Alongside encouraging regulators to adopt the framework, they have announced a support plan to increase AI capabilities and manage risk, supporting key sector areas to understand how to operationalise the principles. The government is doing this in several ways:

  • Risk assessment: New multi-disciplinary team with DSIT to monitor AI risks.
  • Regulator capability: £10 million of funding for regulators to develop skills and enhance capabilities.
  • Regulator powers: of regulatory power to ensure regulators can appropriately address the risks and opportunities of AI.
  • Coordination: Government-led steering committee to support the development of AI governance.
  • Research and innovation: Working closely with UK Research and Innovation (UKRI) to support in depth research into AI, specifically around AI safety. 
  • Ease of compliance: Supporting businesses to get AI products to market through a specific advisory board. 
  • Public trust: Further work on AI assurance and standards. 
  • Monitoring and evaluation: Developing a monitoring and evaluation plan, a proposed plan to assess the regulatory framework by spring 2024.

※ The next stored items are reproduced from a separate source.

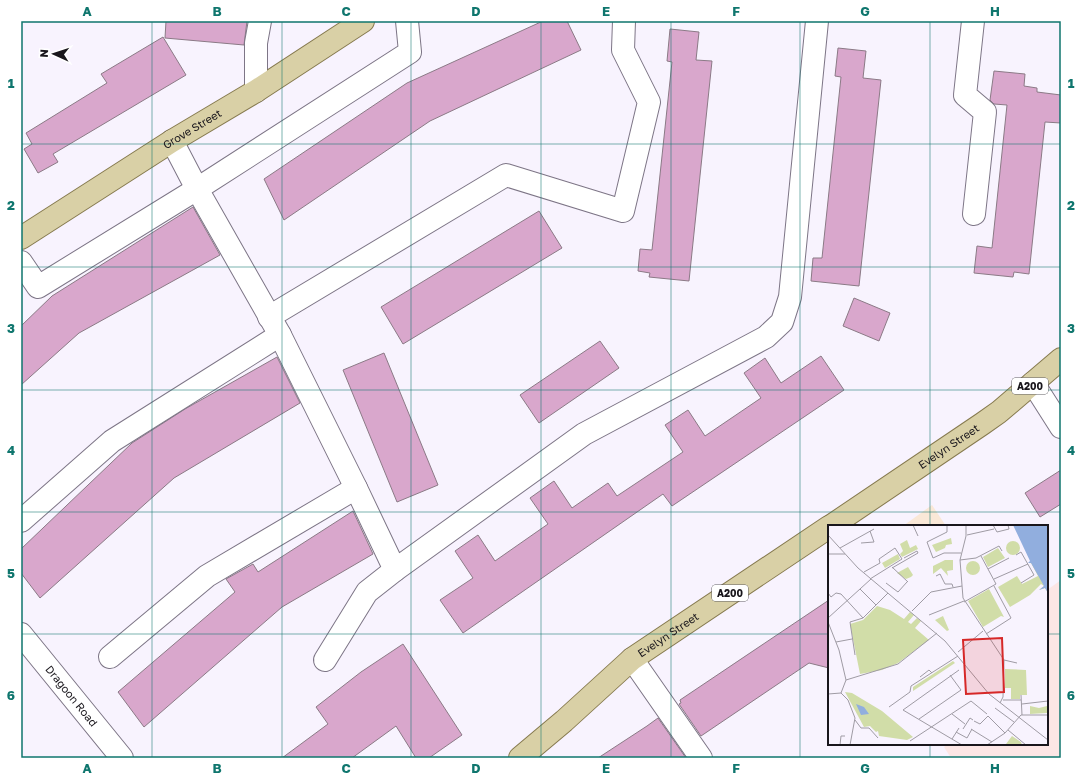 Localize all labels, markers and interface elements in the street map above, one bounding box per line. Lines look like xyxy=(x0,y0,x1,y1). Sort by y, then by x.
text: A xyxy=(82,3,92,19)
text: B xyxy=(212,3,222,19)
text: C xyxy=(341,3,351,19)
text: D xyxy=(471,3,481,19)
text: E xyxy=(602,3,610,19)
text: F xyxy=(732,3,740,19)
text: G xyxy=(860,3,870,19)
text: H xyxy=(990,3,1000,19)
north arrow xyxy=(34,34,74,74)
text: N xyxy=(37,49,50,58)
text: 1 xyxy=(8,75,15,91)
text: 1 xyxy=(1068,75,1075,91)
street label: Grove Street xyxy=(160,106,224,151)
text: 2 xyxy=(7,197,15,213)
text: 2 xyxy=(1067,197,1075,213)
text: 3 xyxy=(7,320,15,336)
text: 3 xyxy=(1067,320,1075,336)
road number: A200 xyxy=(1012,378,1048,394)
street label: Evelyn Street xyxy=(916,421,981,471)
text: 4 xyxy=(7,442,15,458)
text: 4 xyxy=(1067,442,1075,458)
inset map xyxy=(828,525,1048,745)
text: 5 xyxy=(7,565,15,581)
text: 5 xyxy=(1067,565,1075,581)
road number: A200 xyxy=(712,585,748,601)
street label: Evelyn Street xyxy=(635,609,701,659)
street label: Dragoon Road xyxy=(43,663,100,729)
text: 6 xyxy=(7,687,15,703)
text: 6 xyxy=(1067,687,1075,703)
text: A xyxy=(82,760,92,776)
text: B xyxy=(212,760,222,776)
text: C xyxy=(341,760,351,776)
text: D xyxy=(471,760,481,776)
text: E xyxy=(602,760,610,776)
text: F xyxy=(732,760,740,776)
text: G xyxy=(860,760,870,776)
text: H xyxy=(990,760,1000,776) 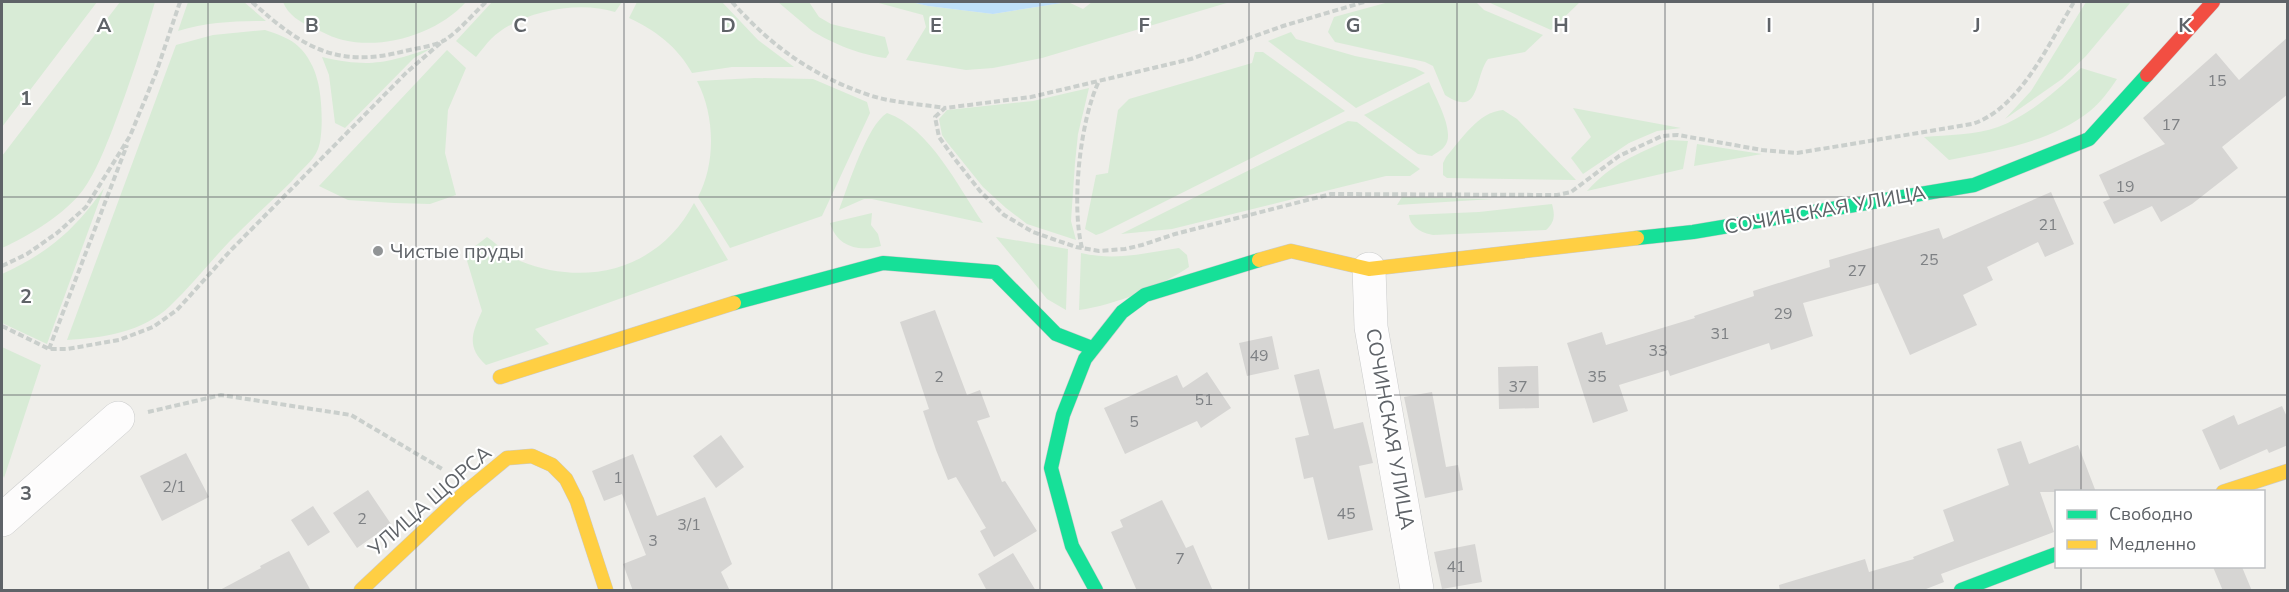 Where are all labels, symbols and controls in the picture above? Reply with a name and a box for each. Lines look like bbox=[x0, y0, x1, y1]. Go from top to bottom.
text: A bbox=[97, 12, 112, 39]
text: B bbox=[305, 12, 319, 39]
text: C bbox=[513, 12, 527, 39]
text: D bbox=[720, 12, 736, 39]
text: E bbox=[930, 12, 942, 39]
text: F bbox=[1138, 12, 1150, 39]
text: G bbox=[1346, 12, 1360, 39]
text: H bbox=[1553, 12, 1569, 39]
text: I bbox=[1766, 12, 1772, 39]
text: J bbox=[1972, 12, 1981, 39]
text: K bbox=[2178, 12, 2192, 39]
house number: 15 bbox=[2207, 70, 2227, 92]
text: 1 bbox=[20, 85, 32, 112]
house number: 17 bbox=[2161, 114, 2181, 136]
house number: 19 bbox=[2115, 176, 2135, 198]
street label: СОЧИНСКАЯ УЛИЦА bbox=[1722, 179, 1928, 241]
house number: 21 bbox=[2038, 214, 2058, 236]
place label: Чистые пруды bbox=[390, 238, 524, 265]
marker: Чистые пруды bbox=[371, 244, 385, 258]
house number: 25 bbox=[1919, 249, 1939, 271]
house number: 27 bbox=[1847, 260, 1867, 282]
text: 2 bbox=[20, 283, 32, 310]
house number: 29 bbox=[1773, 303, 1793, 325]
house number: 31 bbox=[1710, 323, 1730, 345]
street label: СОЧИНСКАЯ УЛИЦА bbox=[1359, 326, 1421, 532]
house number: 33 bbox=[1648, 340, 1668, 362]
house number: 49 bbox=[1249, 345, 1269, 367]
house number: 2 bbox=[934, 366, 944, 388]
house number: 35 bbox=[1587, 366, 1607, 388]
house number: 37 bbox=[1508, 376, 1528, 398]
house number: 51 bbox=[1194, 389, 1214, 411]
house number: 5 bbox=[1129, 411, 1139, 433]
street label: УЛИЦА ЩОРСА bbox=[362, 440, 498, 563]
house number: 1 bbox=[613, 467, 623, 489]
house number: 2/1 bbox=[162, 476, 186, 498]
text: 3 bbox=[20, 480, 32, 507]
legend bbox=[2055, 490, 2265, 568]
text: Свободно bbox=[2109, 502, 2193, 526]
house number: 45 bbox=[1336, 503, 1356, 525]
house number: 2 bbox=[357, 508, 367, 530]
house number: 3/1 bbox=[677, 514, 701, 536]
house number: 3 bbox=[648, 530, 658, 552]
text: Медленно bbox=[2109, 532, 2196, 556]
house number: 7 bbox=[1175, 548, 1185, 570]
house number: 41 bbox=[1446, 556, 1466, 578] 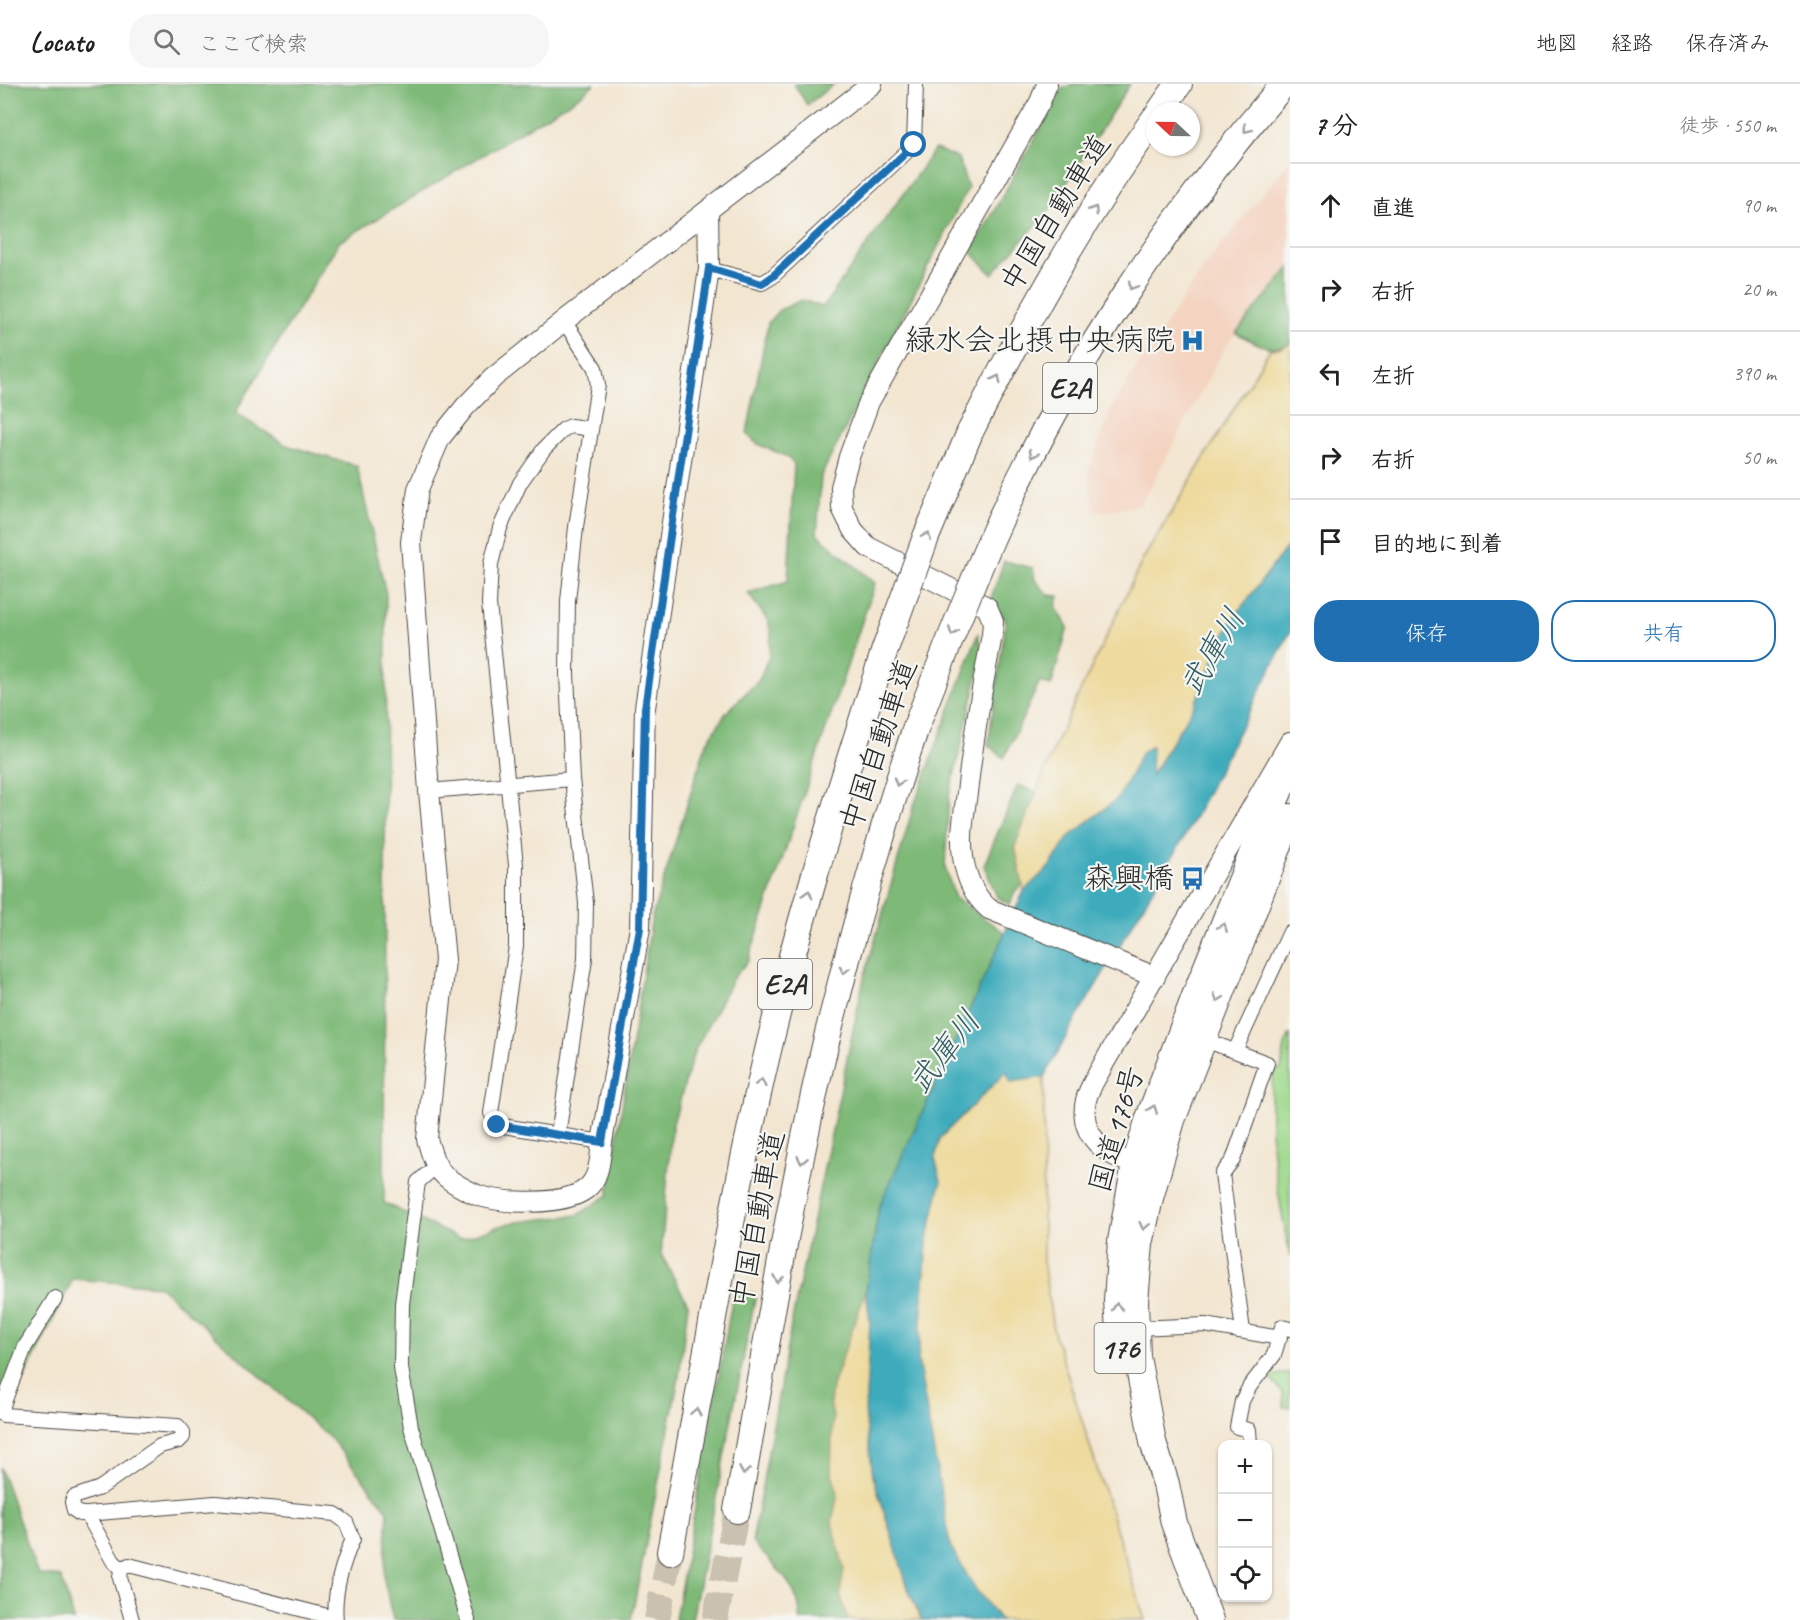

The strategy also focuses on aiding businesses by utilising the potential of the Digital Markets, Competition, and Consumers Bill, which is currently making progress through Parliament. This proposed law will equip the Competition and Markets Authority (CMA) with extra tools to pinpoint and resolve any competition concerns relating to AI, thus enabling SMEs to gain a foothold in the market.

Additionally, through the work of the AI Safety Institute, the government is engaging with some of the largest AI developers, such as open AI and Deep Mind, and has introduced voluntary measures aimed at enhancing transparency. These efforts seek to build public trust and facilitate the sustainable development of "highly capable general-purpose AI systems."

What does this mean for Local Government?

The primary goal of the pro-innovation approach is to effectively address the inherent risks associated with AI. The outlined principles delineate clear, outcome-focused objectives aimed at ensuring the safe deployment of AI technologies. 

The interpretation and implementation of these principles by various regulators will influence multiple service areas within local government. The government has set a tight deadline of April 2024 for regulators to publish how they intend to utilise the principles in their area, highlighting the urgency of the matter. This will provide valuable clarity on the AI-related risk landscape identified by regulators.

The full extent of the impact on local government remains to be seen; however, it is evident that the principles are intended to encompass "all sectors," including local government. There is significant potential for tailoring these principles to specific services, especially in areas of heightened concern such as procurement.

This marks the initial phase of AI regulation, necessitating a flexible and adaptive policy approach due to the rapid pace of AI technological advancements. The approach states the government “will not rush to regulate”. In the meantime, they will utilise bills already in motion such as The Digital Protection and Digital Information Bill and The Digital Markets, Competition and Consumers Bill, to support the regulatory environment on key issues. 

Nevertheless, this does not preclude the possibility of legislation and stricter regulation in the future, such as the EU AI Act, or the establishment of a dedicated AI regulator. The approach already hints at potential measures surpassing voluntary agreements with AI developers in the near future.

The LGA will continue to monitor the policy landscape and analyse the impact on local government.